*** Study material ***

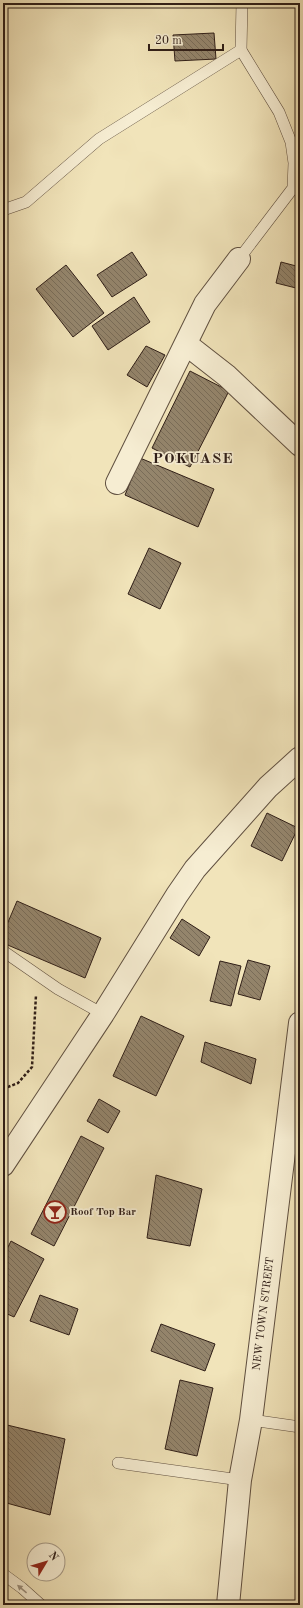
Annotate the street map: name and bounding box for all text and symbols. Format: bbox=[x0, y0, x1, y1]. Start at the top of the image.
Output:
scale bar bbox=[149, 26, 223, 52]
text: 20 m bbox=[155, 35, 182, 47]
district label: POKUASE bbox=[152, 452, 234, 467]
bar icon: Roof Top Bar bbox=[42, 1199, 68, 1225]
place label: Roof Top Bar bbox=[70, 1207, 136, 1218]
street label: NEW TOWN STREET bbox=[252, 1256, 276, 1371]
north arrow bbox=[26, 1542, 66, 1582]
text: N bbox=[46, 1550, 60, 1564]
one-way arrow bbox=[17, 1584, 28, 1593]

*** End of Study material ***

Repeat the records above exactly, without any pictures.

• _Result_
Annotate the street map: name and bounding box for all text and symbols. Format: bbox=[x0, y0, x1, y1]. Start at the top of the image.
Output:
scale bar bbox=[149, 26, 223, 52]
text: 20 m bbox=[155, 35, 182, 47]
district label: POKUASE bbox=[152, 452, 234, 467]
bar icon: Roof Top Bar bbox=[42, 1199, 68, 1225]
place label: Roof Top Bar bbox=[70, 1207, 136, 1218]
street label: NEW TOWN STREET bbox=[252, 1256, 276, 1371]
north arrow bbox=[26, 1542, 66, 1582]
text: N bbox=[46, 1550, 60, 1564]
one-way arrow bbox=[17, 1584, 28, 1593]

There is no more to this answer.